Tokenizing Text, Finding Word Frequencies Within Corpora

One way to think about tokenization is to consider it as finding the smallest possible unit of analysis for computational linguistics tasks. As such, we can think of tokenization as among the first steps (along with normalization) in the average NLP pipeline or computational linguistics analysis. This process helps break down text into a manner interpretable for the computer and analyst.
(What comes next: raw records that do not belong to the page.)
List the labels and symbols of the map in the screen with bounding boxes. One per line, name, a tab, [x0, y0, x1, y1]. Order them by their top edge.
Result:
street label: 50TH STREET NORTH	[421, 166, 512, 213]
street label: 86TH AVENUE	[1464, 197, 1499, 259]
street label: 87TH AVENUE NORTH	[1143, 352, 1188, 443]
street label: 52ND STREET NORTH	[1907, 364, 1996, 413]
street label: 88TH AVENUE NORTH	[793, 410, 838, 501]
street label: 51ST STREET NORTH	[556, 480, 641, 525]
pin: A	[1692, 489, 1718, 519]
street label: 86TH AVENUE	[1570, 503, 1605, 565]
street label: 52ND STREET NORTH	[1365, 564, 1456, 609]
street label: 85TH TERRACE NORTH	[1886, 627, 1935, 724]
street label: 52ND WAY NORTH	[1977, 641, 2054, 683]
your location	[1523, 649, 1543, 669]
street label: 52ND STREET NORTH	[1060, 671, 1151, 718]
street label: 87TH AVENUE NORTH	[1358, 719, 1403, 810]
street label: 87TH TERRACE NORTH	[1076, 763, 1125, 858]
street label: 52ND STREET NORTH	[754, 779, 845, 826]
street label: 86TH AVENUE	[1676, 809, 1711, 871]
NLTK Is Very Comprehensive

NLTK is likely the best place to start for both understanding and customizing NLP pipelines. Please review their documentation on tokenization here: NLTK – Tokenization Example. While I recommend reviewing NLTK, you should also keep up with Engineers who mostly use Tensorflow. Yes, you must learn two packages at once if you are a linguist in the IT industry.

Learn TensorFlow

“Learn TensorFlow. Given the effort you will place into learning how to combine computing with linguistics, you are also in a strange way lightening the load by proceeding in parallel with industry trends. Likely, a popular topic will contain ample documentation. Consider that most engineers will have a frame of reference for tokenization that is not necessarily grounded in Linguistics, but instead based on interactions with industry centric examples with an intent to prepare data for Machine Learning.”

Industry Perceptions

Thus, if you do not know tokenization both in terms of how engineers perceive tokenization and how linguists work with the concept, then you will likely be perceived as not only not knowing how to program, but also not knowing about your own subject matter as a linguist. While this is obviously not true, perception matters so you must make the effort to reach engineers at their level when collaborating.

# -*- coding: utf-8 -*-
"""
Created on Fri Sep 10 23:53:10 2021

@author: Ricardo Lezama
"""
import tensorflow as tf 

text = """ 
    A list comprehension is a syntactic construct available in
    some programming languages for creating a list based on existing lists. 
    It follows the form of the mathematical set-builder notation (set comprehension) as
    distinct from the use of map and filter functions.
    """
 
content = tf.keras.preprocessing.text.text_to_word_sequence(text)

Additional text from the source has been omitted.